Nahar told Elaph, "the security forces conducted an official interrogation about the Beirut-Damascus Declaration, and they had one demand, which is for me to pull my name from the Declaration. My reply was negative, and that I was convinced by the Declaration, which is why I signed it, and I don't find anything in it that harms Syria or Lebanon." Nahar is banned from travelling, and emailed his signature to the Declaration.
Nahar added that the authorities focused also on the timing of the Declaration (coinciding with UN resolution 1680) and whether the anti-Assad "March 14" coalition and Lebanese MPs Saad Hariri and Walid Jumblat were behind it. According to Nahar, the security forces believed that the timing of the Declaration was planned to be in harmony with UNSCR 1680 against Syria.
Writer Fayez Sarah, also a member of the CRCSS, told Elaph that the summoning and detention of Nahar is a dangerous indication that the campaign against activists will continue at a time when it was hoped that it would end and the prisoners would be set free.
Elaph cited leaks that mere signatories might be set free, but those who helped prepare and formulate the Declaration will remain in jail.

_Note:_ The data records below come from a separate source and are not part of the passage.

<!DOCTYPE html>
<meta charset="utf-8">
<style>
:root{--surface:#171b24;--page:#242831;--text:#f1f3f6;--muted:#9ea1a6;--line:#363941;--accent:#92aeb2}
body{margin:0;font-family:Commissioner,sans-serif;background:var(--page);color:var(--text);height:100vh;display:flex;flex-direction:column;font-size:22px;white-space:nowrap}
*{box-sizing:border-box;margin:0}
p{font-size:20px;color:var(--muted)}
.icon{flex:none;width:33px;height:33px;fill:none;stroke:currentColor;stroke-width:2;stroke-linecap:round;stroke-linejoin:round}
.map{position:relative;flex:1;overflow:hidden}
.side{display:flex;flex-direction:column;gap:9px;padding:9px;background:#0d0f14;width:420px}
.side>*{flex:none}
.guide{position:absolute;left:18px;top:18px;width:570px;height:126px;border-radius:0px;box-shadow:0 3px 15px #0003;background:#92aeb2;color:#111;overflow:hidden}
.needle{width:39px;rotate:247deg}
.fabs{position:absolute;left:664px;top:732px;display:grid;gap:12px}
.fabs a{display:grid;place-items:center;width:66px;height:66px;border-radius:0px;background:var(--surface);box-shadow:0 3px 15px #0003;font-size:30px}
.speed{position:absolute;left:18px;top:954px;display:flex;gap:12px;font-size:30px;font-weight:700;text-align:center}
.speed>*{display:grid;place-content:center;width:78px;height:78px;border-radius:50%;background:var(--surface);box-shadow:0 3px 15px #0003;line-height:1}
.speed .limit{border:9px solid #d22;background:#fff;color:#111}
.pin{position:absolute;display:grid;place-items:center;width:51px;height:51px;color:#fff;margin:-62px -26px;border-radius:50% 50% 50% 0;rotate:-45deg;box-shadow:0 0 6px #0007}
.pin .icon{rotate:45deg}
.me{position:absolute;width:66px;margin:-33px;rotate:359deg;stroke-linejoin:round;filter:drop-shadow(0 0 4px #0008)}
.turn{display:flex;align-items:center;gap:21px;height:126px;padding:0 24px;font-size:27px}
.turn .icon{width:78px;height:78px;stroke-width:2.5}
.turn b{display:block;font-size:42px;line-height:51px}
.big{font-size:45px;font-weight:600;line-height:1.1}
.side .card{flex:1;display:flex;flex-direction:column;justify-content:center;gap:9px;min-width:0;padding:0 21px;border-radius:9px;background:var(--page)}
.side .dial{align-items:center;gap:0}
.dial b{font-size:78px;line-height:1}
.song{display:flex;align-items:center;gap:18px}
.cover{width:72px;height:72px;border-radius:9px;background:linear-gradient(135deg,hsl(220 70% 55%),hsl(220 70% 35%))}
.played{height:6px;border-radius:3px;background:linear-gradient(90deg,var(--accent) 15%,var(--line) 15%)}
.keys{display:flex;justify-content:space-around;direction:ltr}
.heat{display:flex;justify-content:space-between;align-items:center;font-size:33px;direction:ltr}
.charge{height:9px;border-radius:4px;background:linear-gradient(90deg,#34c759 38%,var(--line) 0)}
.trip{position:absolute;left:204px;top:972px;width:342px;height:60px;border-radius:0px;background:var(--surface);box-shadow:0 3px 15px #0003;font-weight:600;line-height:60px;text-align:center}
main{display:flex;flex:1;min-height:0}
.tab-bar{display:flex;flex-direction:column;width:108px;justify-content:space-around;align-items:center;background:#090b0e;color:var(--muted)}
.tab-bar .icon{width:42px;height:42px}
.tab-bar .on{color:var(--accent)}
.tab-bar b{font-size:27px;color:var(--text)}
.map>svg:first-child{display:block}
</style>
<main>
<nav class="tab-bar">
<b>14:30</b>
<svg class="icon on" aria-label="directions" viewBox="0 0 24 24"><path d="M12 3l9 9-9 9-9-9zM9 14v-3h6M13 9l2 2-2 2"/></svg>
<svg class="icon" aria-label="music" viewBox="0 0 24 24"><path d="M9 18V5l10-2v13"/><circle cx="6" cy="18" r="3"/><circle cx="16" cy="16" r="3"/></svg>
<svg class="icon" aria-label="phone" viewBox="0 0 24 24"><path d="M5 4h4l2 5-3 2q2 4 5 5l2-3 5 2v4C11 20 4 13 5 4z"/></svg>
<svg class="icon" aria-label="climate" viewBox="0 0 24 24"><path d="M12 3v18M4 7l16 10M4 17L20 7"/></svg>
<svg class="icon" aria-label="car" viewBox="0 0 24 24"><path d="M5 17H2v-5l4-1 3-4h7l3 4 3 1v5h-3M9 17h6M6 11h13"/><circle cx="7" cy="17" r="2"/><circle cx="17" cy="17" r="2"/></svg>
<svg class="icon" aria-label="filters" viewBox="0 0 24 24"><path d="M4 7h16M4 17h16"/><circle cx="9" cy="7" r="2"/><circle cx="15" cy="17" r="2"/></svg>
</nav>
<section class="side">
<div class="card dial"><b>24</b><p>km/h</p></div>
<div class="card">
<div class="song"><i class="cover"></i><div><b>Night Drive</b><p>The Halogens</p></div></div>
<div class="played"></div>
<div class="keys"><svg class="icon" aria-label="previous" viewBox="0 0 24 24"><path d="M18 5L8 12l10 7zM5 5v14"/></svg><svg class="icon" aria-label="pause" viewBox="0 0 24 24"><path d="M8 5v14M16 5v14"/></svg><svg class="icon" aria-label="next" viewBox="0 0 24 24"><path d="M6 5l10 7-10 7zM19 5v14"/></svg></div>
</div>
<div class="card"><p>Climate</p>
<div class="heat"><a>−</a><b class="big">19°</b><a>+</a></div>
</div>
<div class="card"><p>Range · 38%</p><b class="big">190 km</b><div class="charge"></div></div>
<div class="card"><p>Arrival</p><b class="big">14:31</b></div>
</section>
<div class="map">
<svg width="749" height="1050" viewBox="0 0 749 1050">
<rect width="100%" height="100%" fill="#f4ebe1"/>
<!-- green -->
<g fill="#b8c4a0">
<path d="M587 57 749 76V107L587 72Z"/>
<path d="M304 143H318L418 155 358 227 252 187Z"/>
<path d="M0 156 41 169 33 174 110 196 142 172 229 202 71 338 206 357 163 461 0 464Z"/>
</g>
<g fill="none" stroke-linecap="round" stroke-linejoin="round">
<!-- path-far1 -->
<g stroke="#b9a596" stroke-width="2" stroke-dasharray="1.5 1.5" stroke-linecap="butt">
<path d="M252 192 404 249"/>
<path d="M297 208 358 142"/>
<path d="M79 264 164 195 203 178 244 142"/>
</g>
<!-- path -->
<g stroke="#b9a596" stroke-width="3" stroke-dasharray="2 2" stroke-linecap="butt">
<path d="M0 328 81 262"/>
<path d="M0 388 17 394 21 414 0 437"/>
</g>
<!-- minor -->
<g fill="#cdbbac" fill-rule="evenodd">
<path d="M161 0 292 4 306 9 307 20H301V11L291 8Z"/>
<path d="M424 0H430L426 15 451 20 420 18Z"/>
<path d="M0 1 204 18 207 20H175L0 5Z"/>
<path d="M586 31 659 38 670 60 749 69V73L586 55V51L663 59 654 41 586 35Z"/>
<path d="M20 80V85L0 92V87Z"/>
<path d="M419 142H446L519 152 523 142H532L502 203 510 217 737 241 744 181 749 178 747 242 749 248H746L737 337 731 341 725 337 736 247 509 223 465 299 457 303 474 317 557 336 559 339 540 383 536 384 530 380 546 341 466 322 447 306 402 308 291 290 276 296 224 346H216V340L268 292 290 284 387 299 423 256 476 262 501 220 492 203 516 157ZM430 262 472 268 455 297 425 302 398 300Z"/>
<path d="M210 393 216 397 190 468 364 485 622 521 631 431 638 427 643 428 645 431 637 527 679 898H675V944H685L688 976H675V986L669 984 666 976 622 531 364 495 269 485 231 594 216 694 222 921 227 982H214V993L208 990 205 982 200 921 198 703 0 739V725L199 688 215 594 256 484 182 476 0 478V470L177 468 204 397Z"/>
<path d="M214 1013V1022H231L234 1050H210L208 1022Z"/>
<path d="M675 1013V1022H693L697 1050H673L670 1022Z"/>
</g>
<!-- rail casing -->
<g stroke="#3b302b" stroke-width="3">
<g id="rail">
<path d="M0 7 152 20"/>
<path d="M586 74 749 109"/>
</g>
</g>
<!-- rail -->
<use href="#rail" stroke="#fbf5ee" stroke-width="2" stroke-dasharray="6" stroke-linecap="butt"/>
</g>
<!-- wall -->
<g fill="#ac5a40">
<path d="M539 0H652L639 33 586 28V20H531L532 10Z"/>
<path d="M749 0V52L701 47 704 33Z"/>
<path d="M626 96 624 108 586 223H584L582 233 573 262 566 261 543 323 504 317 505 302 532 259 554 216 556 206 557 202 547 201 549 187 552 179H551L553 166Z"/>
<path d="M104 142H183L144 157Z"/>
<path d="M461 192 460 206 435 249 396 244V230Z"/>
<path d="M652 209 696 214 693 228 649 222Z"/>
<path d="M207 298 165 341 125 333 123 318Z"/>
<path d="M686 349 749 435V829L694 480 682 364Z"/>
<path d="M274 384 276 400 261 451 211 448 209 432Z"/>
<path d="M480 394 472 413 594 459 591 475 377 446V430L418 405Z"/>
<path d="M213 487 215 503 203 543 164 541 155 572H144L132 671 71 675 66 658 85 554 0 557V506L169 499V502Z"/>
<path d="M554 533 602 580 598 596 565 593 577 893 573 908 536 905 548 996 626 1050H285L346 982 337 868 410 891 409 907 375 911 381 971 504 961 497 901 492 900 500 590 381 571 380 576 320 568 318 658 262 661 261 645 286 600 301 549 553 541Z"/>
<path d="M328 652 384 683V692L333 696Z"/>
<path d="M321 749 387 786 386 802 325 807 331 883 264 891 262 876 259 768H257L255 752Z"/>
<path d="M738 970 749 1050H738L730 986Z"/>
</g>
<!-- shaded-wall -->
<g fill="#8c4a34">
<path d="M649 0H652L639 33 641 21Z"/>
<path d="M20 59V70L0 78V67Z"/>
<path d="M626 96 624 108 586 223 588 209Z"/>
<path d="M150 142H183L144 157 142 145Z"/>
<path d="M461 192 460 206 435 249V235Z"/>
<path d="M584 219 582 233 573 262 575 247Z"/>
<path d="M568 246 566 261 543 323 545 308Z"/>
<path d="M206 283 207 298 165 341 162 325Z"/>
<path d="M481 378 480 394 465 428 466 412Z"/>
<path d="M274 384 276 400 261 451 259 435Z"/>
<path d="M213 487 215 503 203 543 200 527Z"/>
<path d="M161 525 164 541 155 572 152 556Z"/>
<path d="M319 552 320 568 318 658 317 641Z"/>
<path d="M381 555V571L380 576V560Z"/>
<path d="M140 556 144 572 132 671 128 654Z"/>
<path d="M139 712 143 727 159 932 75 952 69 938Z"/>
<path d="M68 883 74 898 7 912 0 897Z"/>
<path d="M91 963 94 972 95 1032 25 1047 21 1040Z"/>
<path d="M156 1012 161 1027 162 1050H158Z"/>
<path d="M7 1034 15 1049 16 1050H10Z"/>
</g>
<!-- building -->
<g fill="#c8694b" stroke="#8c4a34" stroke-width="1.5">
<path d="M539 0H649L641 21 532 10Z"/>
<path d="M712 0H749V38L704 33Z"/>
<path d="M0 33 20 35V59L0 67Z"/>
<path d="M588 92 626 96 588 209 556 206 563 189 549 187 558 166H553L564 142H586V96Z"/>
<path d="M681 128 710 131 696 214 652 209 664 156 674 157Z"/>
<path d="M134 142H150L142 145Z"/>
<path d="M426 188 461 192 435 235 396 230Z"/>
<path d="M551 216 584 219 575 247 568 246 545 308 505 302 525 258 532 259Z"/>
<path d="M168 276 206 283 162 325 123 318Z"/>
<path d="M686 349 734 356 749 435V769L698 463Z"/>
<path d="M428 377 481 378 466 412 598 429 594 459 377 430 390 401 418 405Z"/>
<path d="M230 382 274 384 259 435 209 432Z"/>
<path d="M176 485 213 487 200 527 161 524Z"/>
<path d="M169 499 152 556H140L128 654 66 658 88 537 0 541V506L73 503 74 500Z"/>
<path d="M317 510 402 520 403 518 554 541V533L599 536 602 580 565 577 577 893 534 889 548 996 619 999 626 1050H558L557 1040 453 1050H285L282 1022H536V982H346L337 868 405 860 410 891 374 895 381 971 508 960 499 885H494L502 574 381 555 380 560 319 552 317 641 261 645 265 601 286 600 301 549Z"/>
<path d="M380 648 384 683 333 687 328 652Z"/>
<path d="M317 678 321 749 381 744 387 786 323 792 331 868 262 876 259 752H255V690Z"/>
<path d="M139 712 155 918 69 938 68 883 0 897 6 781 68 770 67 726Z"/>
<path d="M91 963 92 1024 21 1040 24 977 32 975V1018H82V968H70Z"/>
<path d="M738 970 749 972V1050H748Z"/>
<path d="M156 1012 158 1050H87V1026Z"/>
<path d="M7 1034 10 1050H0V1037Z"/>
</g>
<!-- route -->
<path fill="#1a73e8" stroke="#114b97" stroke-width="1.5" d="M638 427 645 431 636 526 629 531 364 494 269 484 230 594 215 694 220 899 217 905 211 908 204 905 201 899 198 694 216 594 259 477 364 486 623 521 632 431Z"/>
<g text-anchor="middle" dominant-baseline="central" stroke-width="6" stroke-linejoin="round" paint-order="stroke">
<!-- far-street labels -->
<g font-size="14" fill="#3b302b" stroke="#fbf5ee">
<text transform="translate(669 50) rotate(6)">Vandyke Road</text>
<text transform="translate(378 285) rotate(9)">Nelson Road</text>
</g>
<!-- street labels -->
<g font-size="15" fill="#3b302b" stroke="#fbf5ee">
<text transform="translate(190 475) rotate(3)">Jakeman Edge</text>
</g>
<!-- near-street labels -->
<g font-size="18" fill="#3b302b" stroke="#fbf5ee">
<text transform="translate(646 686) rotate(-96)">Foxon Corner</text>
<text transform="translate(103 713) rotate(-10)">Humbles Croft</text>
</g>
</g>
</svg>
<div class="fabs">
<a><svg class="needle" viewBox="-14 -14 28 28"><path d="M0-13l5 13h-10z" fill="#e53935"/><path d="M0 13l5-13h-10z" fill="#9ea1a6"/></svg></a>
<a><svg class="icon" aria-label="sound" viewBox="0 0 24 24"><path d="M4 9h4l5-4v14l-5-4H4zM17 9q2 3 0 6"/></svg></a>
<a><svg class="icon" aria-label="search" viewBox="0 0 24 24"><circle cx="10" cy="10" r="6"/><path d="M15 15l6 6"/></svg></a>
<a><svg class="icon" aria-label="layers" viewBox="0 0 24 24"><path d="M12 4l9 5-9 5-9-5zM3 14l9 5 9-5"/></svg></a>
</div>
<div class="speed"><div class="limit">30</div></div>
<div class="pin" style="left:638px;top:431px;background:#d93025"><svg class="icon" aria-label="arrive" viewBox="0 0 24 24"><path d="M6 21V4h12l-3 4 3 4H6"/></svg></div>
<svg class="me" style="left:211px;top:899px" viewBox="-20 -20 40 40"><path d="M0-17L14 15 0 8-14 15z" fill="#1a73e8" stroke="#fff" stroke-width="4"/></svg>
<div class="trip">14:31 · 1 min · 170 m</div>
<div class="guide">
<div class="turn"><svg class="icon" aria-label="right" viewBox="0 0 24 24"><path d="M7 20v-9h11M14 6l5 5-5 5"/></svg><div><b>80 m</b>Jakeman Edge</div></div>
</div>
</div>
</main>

In related news, ME Transparent published a petition, signed by 91 intellectuals from the Suwayda district in Syria, supporting the Beirut-Damascus Declaration and condeming the arrests of some of its signatories. (Arabic. 5/25/06).
Another incident of harrassment of human rights activists was the sentencing of Haitham Maleh, former president of the Committee for Human Rights in Syria, to 10 days in prison for "defaming a public official." (Arabic. ME Transparent, 5/26/06). Maleh was also under a travel ban.
Ferry Biedermann of the Financial Times had spoken to Maleh and wrote in a piece published yesterday, "Mr Maleh, like many other observers of the situation in Syria, speculates that the government is cracking down on dissidents, first of all because it feels that it now has an opportunity to do so while the international priorities lie elsewhere - notably Iran and Iraq. And also, says Mr Maleh, because the government is worried about what the report of the UN investigation into the Hariri assassination will bring. Interim reports have implicated senior Syrian intelligence officials. Another report is due on June 15 and the government may wish to silence domestic critics before publication." (FT, 5/29/06).